Florida artist wins $50,000 top prize in Lake City competition

May 5, 2019 GMT

LAKE CITY, S.C. – After eight days of the competition and judging, ArtFields wrapped up with an awards ceremony in The Bean Market Saturday evening.

Forrest Lawson, a resident of Winter Park, Fla., won the $50,000 grand prize for his piece “6/12/2016,” a piece about the shooting at Pulse Nightclub in Orlando, Fla.

“I can’t fathom it at the moment,” Lawson said. “It’s a very big deal. I’m speechless still.”

Lawson said he is preparing to go to graduate school at the University of Georgia, and the prize money will help him and his husband as they prepare to move to graduate school.

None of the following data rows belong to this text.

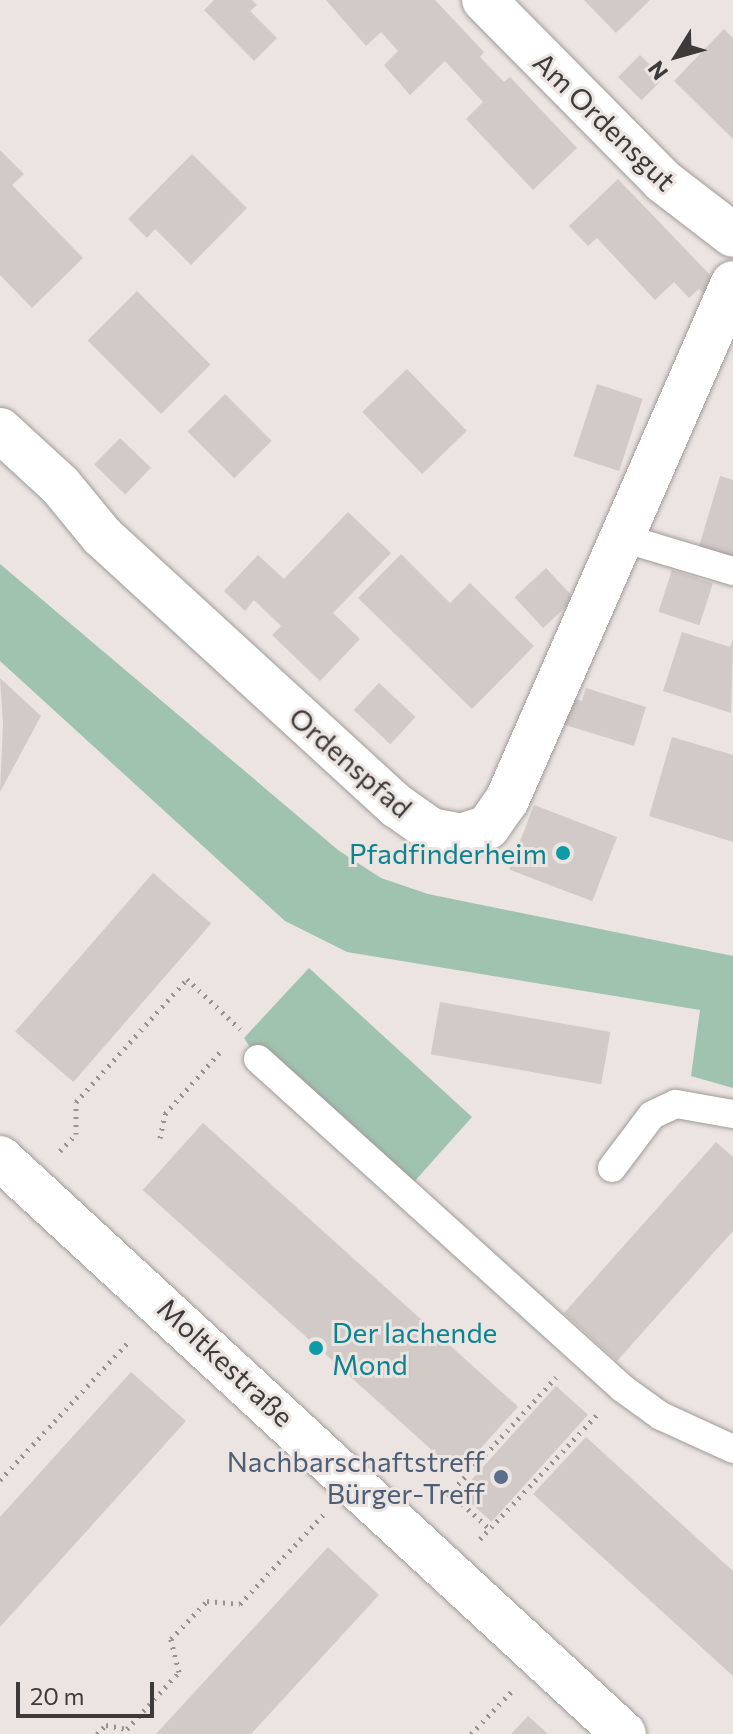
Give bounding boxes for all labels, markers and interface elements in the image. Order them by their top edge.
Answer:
north arrow [637,16,717,96]
street label: Am Ordensgut [527,45,683,197]
text: N [642,56,673,85]
street label: Ordenspfad [283,700,419,824]
place label: Pfadfinderheim [349,836,547,870]
marker: Pfadfinderheim [554,844,572,862]
street label: Moltkestraße [151,1291,301,1433]
place label: Der lachende Mond [332,1315,497,1381]
marker: Der lachende Mond [307,1339,325,1357]
place label: Nachbarschaftstreff Bürger-Treff [227,1444,485,1510]
marker: Nachbarschaftstreff Bürger-Treff [492,1468,510,1486]
scale bar [20,1666,158,1716]
text: 20 m [30,1681,84,1710]

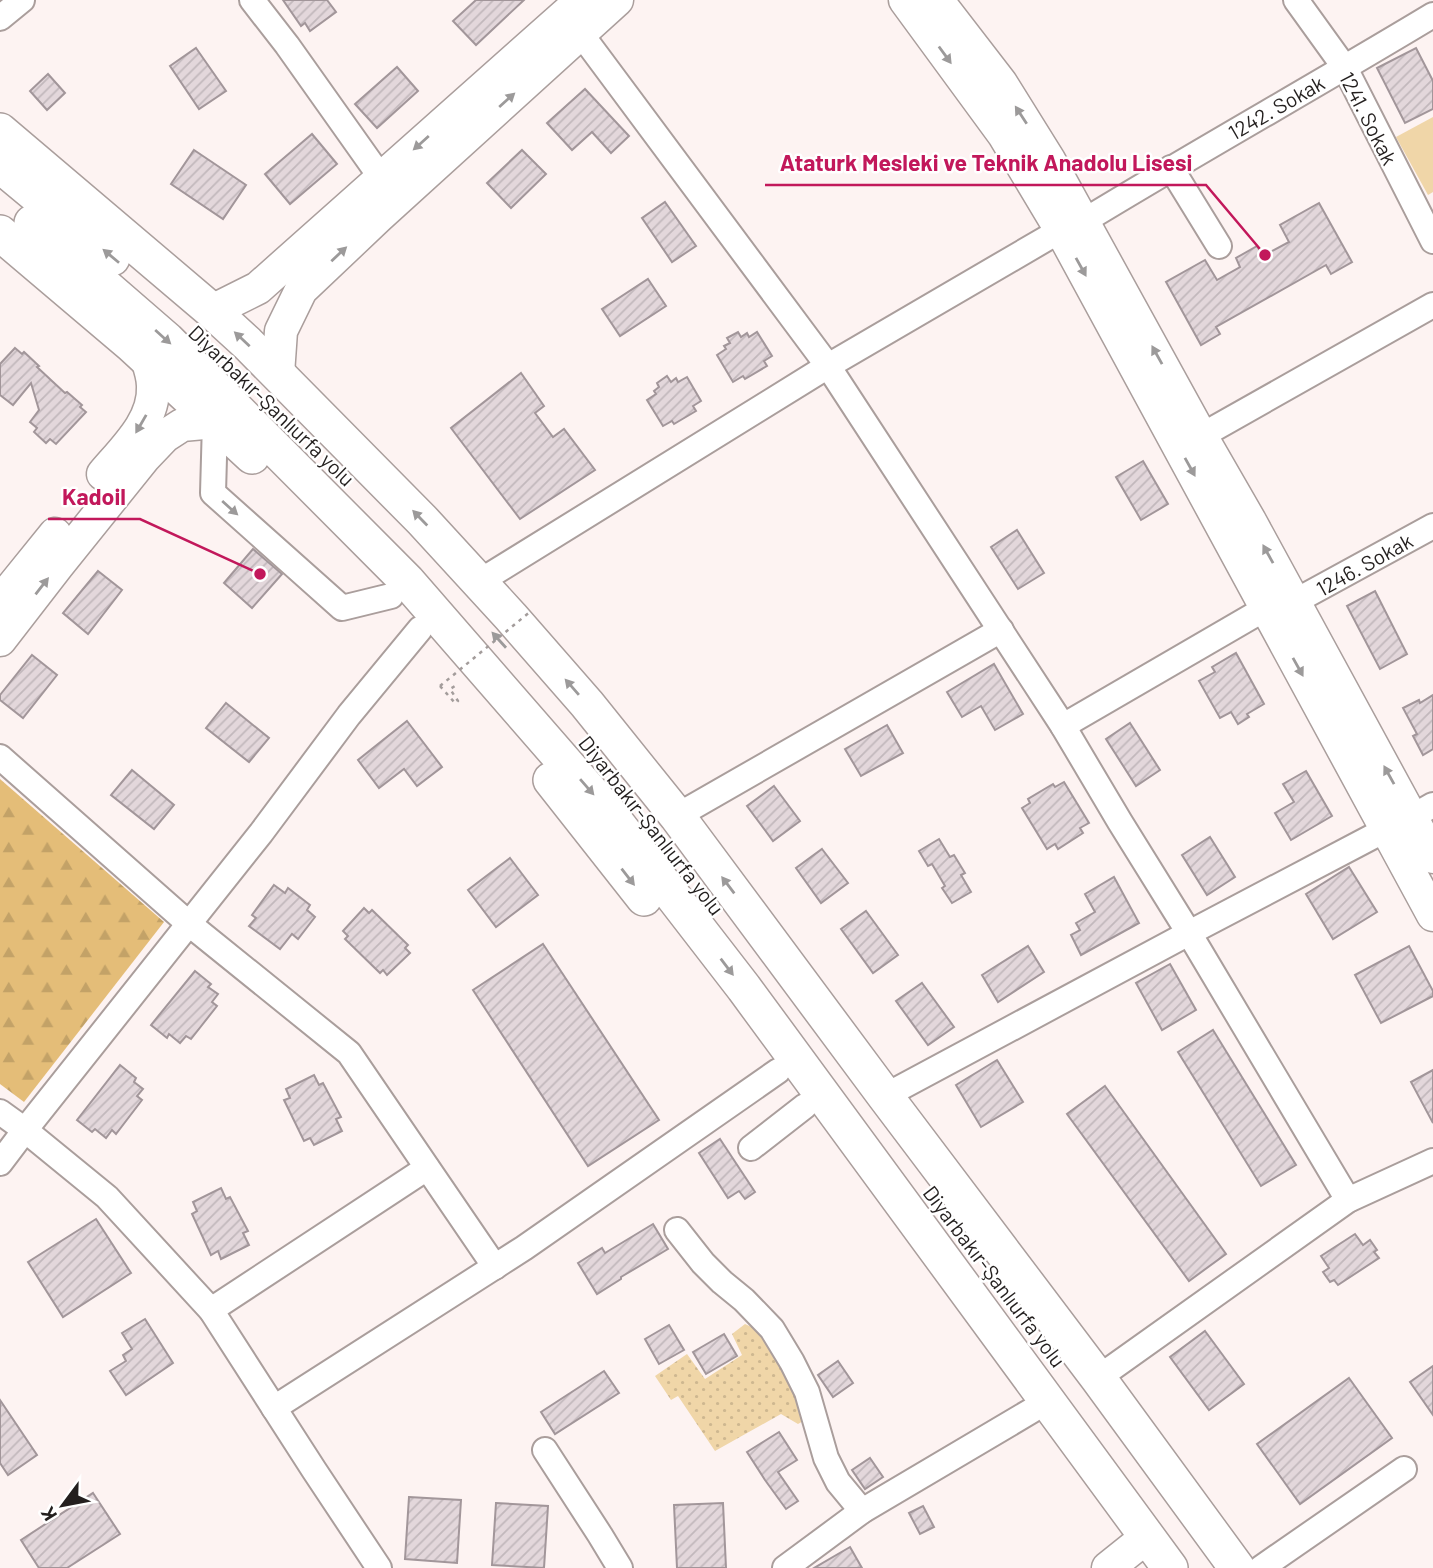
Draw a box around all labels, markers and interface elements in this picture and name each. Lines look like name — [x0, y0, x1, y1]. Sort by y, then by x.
one-way arrow — [938, 46, 952, 64]
street label: 1241. Sokak — [1335, 67, 1403, 169]
street label: 1242. Sokak — [1224, 69, 1328, 145]
one-way arrow — [498, 93, 515, 109]
one-way arrow — [1015, 105, 1028, 124]
one-way arrow — [413, 135, 430, 151]
callout: Ataturk Mesleki ve Teknik Anadolu Lisesi — [765, 141, 1206, 185]
text: Ataturk Mesleki ve Teknik Anadolu Lisesi — [780, 148, 1192, 176]
one-way arrow — [330, 246, 347, 262]
one-way arrow — [102, 249, 120, 264]
one-way arrow — [1075, 257, 1087, 277]
street label: Diyarbakır-Şanlıurfa yolu — [184, 319, 360, 491]
one-way arrow — [154, 328, 171, 344]
one-way arrow — [233, 331, 251, 347]
one-way arrow — [1151, 346, 1163, 365]
one-way arrow — [135, 415, 147, 434]
one-way arrow — [1184, 457, 1196, 476]
callout: Kadoil — [48, 475, 140, 519]
text: Kadoil — [62, 482, 126, 510]
one-way arrow — [221, 500, 239, 516]
one-way arrow — [412, 510, 428, 527]
street label: 1246. Sokak — [1311, 527, 1417, 601]
one-way arrow — [1262, 544, 1274, 564]
one-way arrow — [34, 577, 48, 595]
one-way arrow — [491, 631, 507, 649]
one-way arrow — [1292, 657, 1304, 676]
one-way arrow — [564, 678, 580, 696]
street label: Diyarbakır-Şanlıurfa yolu — [574, 730, 730, 920]
one-way arrow — [1383, 765, 1395, 785]
one-way arrow — [579, 779, 594, 796]
one-way arrow — [620, 868, 635, 886]
one-way arrow — [721, 876, 735, 894]
one-way arrow — [720, 957, 735, 975]
street label: Diyarbakır-Şanlıurfa yolu — [919, 1180, 1071, 1372]
north arrow — [28, 1470, 98, 1540]
text: K — [35, 1503, 61, 1525]

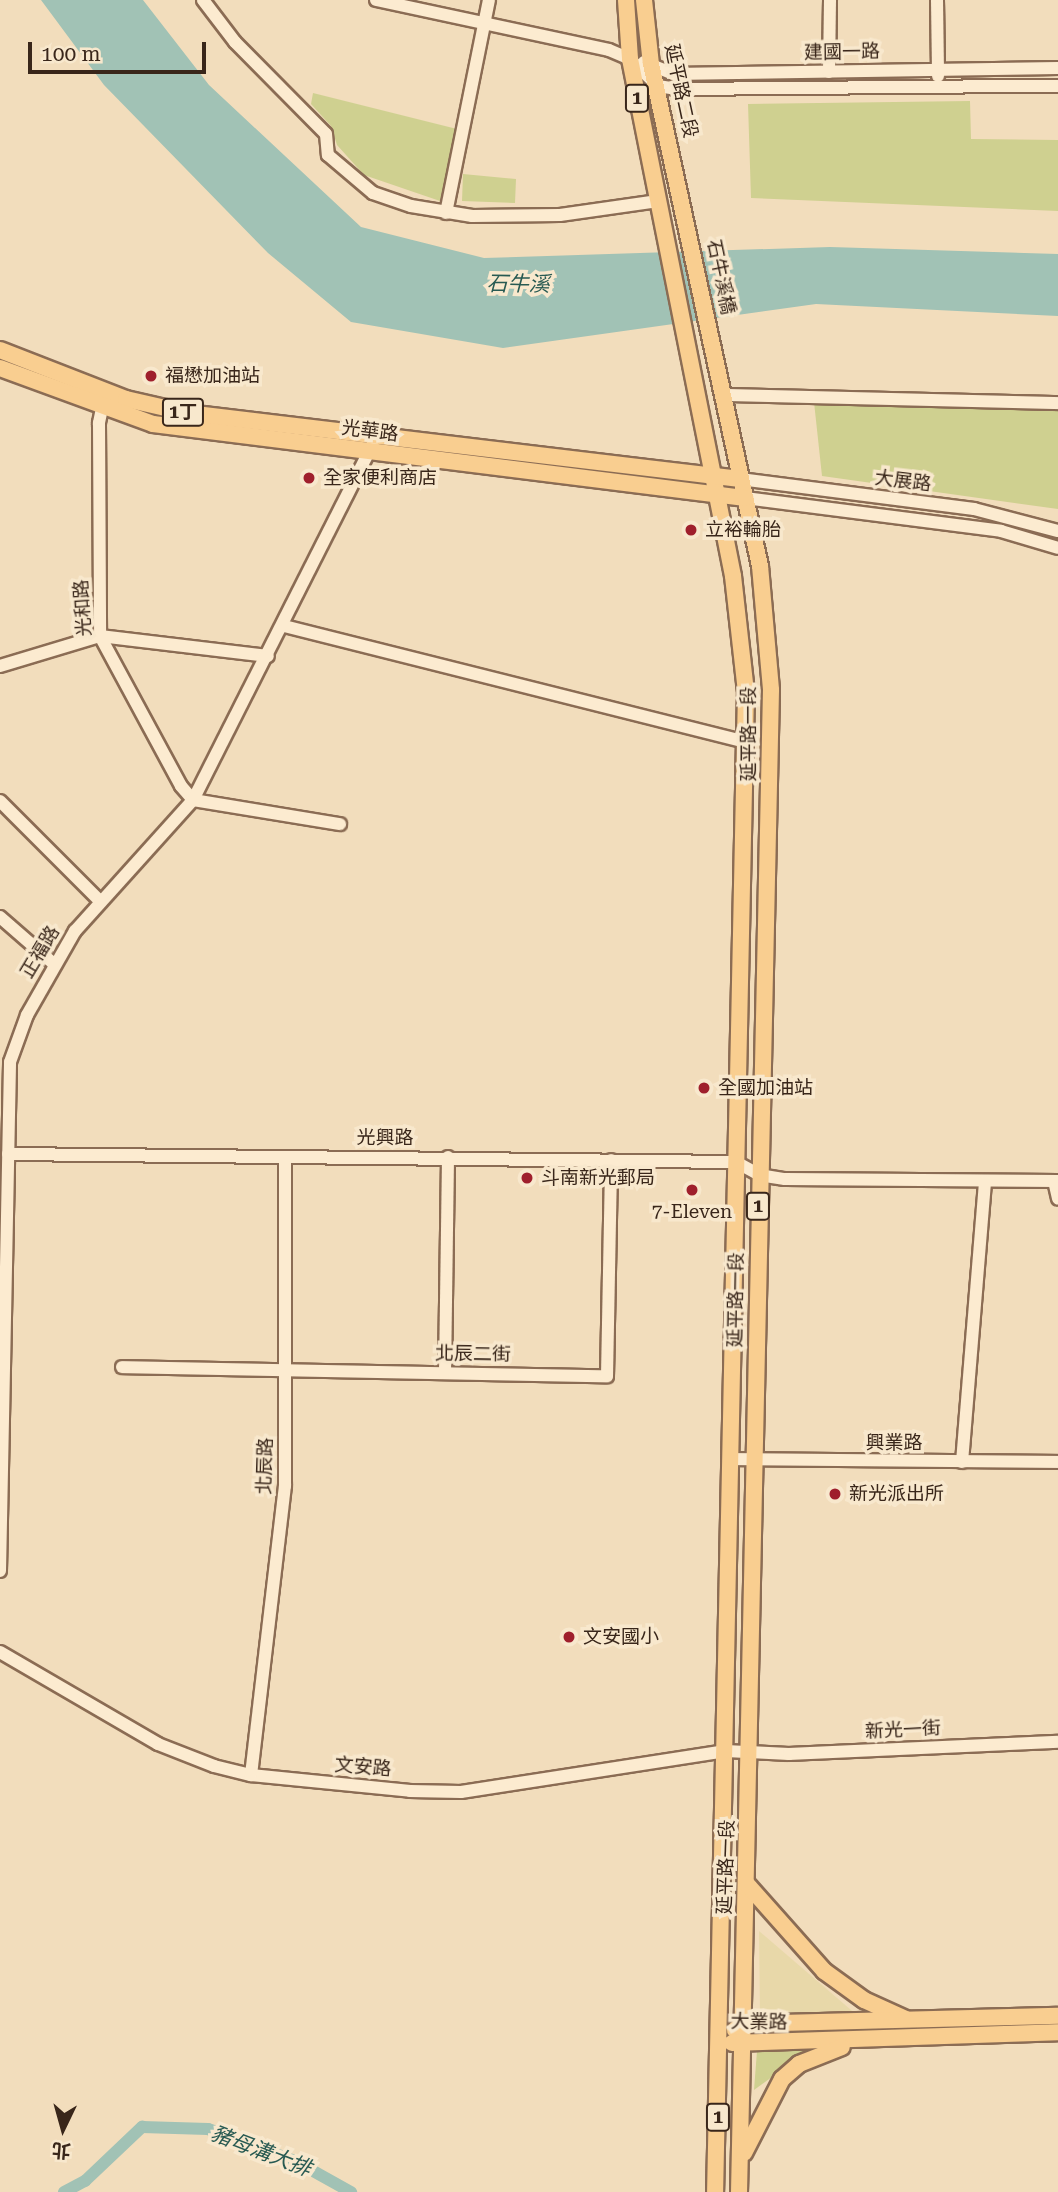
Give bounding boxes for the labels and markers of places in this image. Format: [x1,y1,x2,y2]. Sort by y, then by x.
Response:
place label: 福懋加油站 [165,365,260,387]
marker: 福懋加油站 [143,368,159,384]
place label: 全家便利商店 [323,467,437,489]
marker: 全家便利商店 [301,470,317,486]
place label: 立裕輪胎 [705,519,781,541]
marker: 立裕輪胎 [683,522,699,538]
place label: 全國加油站 [718,1077,813,1099]
marker: 全國加油站 [696,1080,712,1096]
place label: 斗南新光郵局 [541,1167,655,1189]
marker: 斗南新光郵局 [519,1170,535,1186]
marker: 7-Eleven [684,1182,700,1198]
place label: 7-Eleven [652,1201,732,1223]
place label: 新光派出所 [849,1483,944,1505]
marker: 新光派出所 [827,1486,843,1502]
place label: 文安國小 [583,1626,659,1648]
marker: 文安國小 [561,1629,577,1645]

Lawson will pursue a degree in fine arts in sculpture.


“This is huge,” Lawson said. “This means that my husband and I will be able to find a place more affordably, and I will be able to pay off my student loans.”

Anastasia Netrebine of Gastonia, N.C., won second place; Charles Clary of Conway, N.C., won the People’s Choice 2-D award; and Noah James Saunders of Athens, Ga., won the People’s Choice 3-D award.

The people’s choice awards are voted on by ArtFields attendees.

ArtFields also gave 10 merit awards, as well as nine category awards.

This year, ArtFields added state awards for the one artist from each of the 12 Southeastern U.S. states in the competition. These awards were judged by members of the jury panel as well.

Jamison Kerr, interim director of ArtFields, said the ending of ArtFields is bittersweet.

“We will be thinking about this day for months and years,” Kerr said.

Kerr said ArtFields gives the Lake City community something to be proud of.

“I think that what was once great about Lake City is still great about Lake City, and that is the people here, and ArtFields may bring people here, but it’s the community and sense of hospitality that makes people want to come back,” Lawson said.

Michaela Pilar Brown, a Columbia native, was one of five judges for this year’s ArtFields competition. Brown was a winner in last year’s ArtFields competition.

“It’s a heavy decision because you know that amount of money is going to impact someone’s life in a very real way so you take it very seriously,” Brown said. “It’s also an incredible amount of really good work.”